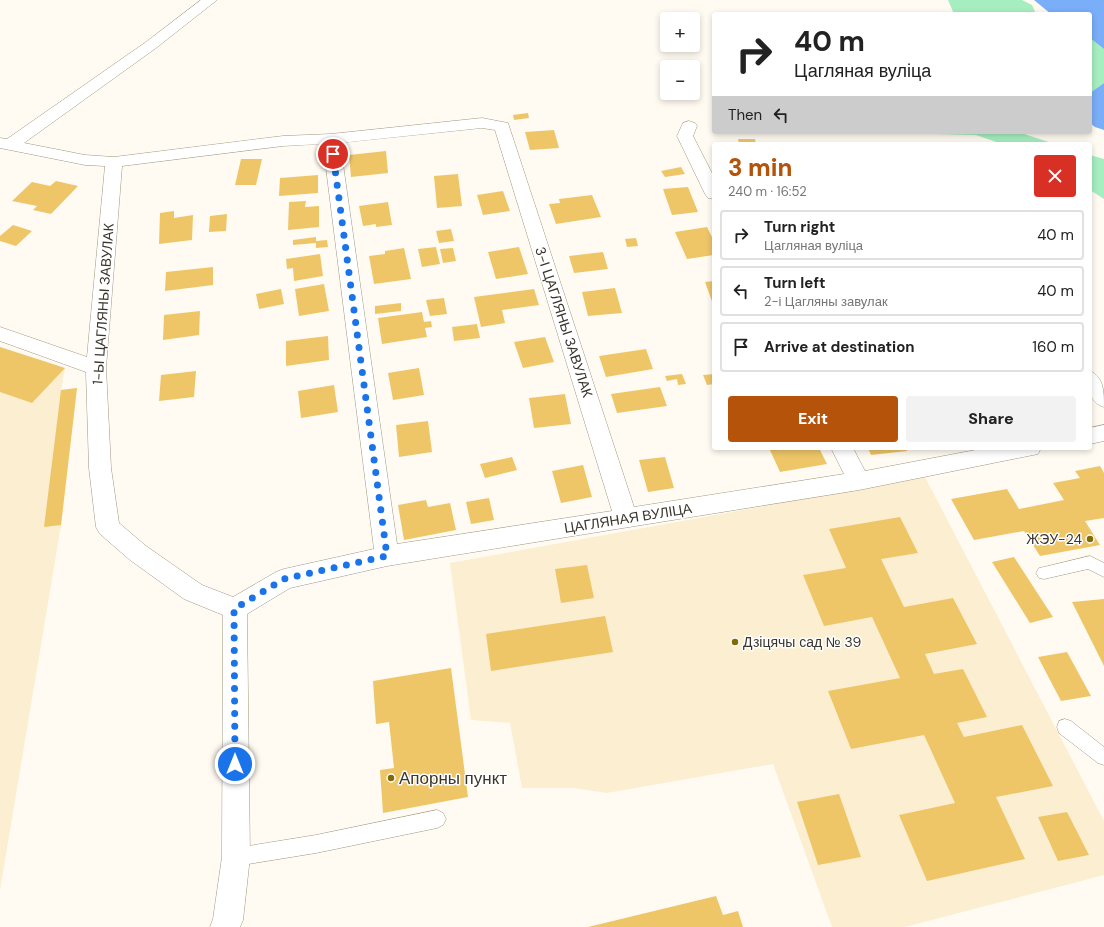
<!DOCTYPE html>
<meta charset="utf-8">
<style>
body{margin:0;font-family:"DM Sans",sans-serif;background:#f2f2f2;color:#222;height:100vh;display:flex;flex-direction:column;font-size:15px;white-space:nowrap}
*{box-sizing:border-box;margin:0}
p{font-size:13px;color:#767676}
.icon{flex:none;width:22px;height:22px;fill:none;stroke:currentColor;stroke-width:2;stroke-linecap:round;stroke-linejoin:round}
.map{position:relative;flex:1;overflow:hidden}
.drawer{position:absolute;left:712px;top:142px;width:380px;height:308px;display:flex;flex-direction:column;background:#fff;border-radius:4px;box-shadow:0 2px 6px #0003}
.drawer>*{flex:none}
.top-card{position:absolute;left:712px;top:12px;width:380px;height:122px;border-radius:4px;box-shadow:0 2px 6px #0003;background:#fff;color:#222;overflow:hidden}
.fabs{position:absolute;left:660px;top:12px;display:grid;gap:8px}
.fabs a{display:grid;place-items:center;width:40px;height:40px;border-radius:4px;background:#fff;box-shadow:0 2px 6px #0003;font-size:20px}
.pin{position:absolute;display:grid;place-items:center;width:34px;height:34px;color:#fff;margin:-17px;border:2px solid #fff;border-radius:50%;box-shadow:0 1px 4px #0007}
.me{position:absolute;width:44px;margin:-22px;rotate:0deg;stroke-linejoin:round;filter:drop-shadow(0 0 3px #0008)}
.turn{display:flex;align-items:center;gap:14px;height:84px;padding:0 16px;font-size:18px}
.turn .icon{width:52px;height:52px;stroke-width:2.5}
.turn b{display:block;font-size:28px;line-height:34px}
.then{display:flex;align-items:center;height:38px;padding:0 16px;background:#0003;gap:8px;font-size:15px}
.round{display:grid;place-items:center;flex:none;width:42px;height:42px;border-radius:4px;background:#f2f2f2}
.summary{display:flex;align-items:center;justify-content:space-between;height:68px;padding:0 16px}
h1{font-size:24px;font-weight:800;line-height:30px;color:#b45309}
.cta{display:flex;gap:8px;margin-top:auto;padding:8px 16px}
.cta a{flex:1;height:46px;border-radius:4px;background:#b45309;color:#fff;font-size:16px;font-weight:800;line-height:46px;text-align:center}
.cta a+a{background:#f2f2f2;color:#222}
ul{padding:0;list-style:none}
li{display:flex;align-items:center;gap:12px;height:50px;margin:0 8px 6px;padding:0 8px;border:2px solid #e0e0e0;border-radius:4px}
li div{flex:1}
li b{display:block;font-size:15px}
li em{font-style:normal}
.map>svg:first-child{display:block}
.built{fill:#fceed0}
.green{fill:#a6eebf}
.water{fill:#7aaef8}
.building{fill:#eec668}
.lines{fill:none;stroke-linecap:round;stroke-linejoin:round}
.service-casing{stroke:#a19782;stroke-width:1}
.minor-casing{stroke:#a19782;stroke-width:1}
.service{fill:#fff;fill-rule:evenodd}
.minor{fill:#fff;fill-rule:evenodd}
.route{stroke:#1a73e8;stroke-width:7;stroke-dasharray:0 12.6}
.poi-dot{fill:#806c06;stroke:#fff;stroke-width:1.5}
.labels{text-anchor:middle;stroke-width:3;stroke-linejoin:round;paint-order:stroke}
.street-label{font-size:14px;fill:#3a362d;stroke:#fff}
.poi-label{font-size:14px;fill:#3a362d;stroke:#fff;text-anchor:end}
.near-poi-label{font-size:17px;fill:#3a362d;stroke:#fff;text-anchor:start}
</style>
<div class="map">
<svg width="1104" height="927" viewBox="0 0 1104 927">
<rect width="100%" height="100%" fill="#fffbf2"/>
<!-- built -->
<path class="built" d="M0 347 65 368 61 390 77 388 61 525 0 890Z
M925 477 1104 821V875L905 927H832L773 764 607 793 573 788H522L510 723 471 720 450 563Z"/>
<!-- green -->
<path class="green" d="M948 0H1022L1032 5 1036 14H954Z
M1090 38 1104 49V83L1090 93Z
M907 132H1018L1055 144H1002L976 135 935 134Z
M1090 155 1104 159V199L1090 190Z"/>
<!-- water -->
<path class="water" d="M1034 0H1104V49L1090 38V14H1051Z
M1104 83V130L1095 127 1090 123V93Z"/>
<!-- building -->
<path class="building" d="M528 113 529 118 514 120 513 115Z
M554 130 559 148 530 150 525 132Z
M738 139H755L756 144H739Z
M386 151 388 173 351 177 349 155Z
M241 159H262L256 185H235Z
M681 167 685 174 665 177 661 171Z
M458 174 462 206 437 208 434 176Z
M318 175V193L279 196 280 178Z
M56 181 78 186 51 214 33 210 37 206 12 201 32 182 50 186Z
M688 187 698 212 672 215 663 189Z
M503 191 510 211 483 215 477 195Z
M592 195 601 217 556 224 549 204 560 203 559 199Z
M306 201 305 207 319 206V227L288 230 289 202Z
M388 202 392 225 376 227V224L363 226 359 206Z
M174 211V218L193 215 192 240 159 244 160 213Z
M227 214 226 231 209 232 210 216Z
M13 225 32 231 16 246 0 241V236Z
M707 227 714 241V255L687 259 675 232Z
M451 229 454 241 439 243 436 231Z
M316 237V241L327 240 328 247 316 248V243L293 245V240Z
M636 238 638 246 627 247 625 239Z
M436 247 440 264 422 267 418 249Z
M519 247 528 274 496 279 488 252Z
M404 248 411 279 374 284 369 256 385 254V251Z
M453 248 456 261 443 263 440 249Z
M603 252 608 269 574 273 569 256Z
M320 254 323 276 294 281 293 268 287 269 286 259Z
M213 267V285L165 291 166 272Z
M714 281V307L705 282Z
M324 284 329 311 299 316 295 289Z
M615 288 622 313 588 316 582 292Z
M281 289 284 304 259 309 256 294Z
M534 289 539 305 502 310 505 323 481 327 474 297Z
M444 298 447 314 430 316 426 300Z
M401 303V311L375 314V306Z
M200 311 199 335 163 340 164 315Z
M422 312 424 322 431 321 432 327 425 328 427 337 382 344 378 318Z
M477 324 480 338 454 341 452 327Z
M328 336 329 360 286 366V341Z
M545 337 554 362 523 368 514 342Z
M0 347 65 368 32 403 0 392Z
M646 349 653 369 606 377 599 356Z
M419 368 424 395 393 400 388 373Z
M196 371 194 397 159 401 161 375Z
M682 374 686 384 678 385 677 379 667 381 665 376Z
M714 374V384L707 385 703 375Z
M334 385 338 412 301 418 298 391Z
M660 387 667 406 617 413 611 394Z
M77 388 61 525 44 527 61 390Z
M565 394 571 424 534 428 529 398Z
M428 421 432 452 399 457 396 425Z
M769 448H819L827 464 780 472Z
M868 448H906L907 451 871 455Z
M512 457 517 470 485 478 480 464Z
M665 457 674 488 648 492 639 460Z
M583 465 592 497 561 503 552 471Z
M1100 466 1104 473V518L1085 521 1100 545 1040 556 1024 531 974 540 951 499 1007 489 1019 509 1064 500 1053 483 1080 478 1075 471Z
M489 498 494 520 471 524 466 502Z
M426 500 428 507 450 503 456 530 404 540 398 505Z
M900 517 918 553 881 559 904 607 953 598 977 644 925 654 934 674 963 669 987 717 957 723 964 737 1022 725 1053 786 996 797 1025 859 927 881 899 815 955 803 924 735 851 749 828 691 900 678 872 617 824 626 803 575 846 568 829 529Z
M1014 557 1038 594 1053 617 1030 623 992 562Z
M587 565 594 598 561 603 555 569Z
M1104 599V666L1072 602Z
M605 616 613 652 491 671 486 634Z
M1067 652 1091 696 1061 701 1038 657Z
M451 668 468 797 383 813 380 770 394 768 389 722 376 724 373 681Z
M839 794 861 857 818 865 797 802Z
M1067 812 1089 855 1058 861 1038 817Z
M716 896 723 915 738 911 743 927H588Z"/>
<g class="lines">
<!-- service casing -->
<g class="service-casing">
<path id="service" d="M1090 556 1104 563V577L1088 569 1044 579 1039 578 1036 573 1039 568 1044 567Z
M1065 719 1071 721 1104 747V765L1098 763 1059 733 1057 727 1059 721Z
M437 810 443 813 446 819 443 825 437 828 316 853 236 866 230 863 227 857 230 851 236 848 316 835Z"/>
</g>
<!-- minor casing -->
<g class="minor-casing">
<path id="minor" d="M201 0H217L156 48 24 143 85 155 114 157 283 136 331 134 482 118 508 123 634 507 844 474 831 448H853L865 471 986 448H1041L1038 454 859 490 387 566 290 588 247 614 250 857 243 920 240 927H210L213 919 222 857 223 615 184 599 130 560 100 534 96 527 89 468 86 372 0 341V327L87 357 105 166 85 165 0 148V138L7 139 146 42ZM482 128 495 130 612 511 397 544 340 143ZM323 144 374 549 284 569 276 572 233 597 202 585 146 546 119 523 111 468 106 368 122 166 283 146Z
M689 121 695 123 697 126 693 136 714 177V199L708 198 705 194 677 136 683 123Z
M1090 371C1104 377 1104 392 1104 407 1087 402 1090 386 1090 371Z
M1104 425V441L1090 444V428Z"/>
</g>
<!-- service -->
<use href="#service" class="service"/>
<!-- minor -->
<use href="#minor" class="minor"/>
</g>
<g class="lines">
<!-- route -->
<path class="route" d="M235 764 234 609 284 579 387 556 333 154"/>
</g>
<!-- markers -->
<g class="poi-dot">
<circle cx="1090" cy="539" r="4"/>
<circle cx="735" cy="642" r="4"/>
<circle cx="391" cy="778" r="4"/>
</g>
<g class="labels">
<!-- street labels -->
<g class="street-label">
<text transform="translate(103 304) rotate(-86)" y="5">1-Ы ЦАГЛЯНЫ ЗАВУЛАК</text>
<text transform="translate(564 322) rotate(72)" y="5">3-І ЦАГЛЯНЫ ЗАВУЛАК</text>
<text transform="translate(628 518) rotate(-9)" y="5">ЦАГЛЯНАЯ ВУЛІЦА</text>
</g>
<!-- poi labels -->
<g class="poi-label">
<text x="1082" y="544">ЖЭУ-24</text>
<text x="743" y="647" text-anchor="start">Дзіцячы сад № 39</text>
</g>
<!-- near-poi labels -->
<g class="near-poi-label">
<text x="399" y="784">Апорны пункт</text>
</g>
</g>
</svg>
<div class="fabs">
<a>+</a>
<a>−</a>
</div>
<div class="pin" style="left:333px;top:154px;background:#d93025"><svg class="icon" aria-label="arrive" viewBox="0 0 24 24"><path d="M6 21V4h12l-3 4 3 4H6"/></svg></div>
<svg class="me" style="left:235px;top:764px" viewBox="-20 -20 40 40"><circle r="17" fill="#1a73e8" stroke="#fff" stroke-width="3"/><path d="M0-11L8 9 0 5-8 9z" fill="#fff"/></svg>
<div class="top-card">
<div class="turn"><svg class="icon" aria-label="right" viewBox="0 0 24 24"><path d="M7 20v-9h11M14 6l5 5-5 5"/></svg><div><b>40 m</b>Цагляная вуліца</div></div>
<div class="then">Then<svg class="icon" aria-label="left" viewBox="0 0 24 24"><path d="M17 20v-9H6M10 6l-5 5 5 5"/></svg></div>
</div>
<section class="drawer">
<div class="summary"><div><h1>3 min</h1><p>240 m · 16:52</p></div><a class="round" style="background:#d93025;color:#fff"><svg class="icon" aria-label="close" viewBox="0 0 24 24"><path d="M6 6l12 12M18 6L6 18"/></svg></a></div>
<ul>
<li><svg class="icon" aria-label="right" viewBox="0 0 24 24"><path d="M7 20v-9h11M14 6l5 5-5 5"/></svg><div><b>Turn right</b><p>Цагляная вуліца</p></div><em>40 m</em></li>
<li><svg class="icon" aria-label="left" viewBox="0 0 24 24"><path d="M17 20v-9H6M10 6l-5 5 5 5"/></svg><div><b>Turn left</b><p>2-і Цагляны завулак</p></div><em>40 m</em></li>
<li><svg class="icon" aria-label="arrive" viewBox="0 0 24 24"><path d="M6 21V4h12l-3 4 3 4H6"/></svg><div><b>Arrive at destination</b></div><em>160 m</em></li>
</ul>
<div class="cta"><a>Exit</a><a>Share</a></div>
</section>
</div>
----
WHAT YOU NEED TO DO — Search the data for the word "drawer" and copy each line where it appears.

ANSWER TO THIS PROBLEM —
.drawer{position:absolute;left:712px;top:142px;width:380px;height:308px;display:flex;flex-direction:column;background:#fff;border-radius:4px;box-shadow:0 2px 6px #0003}
.drawer>*{flex:none}
<section class="drawer">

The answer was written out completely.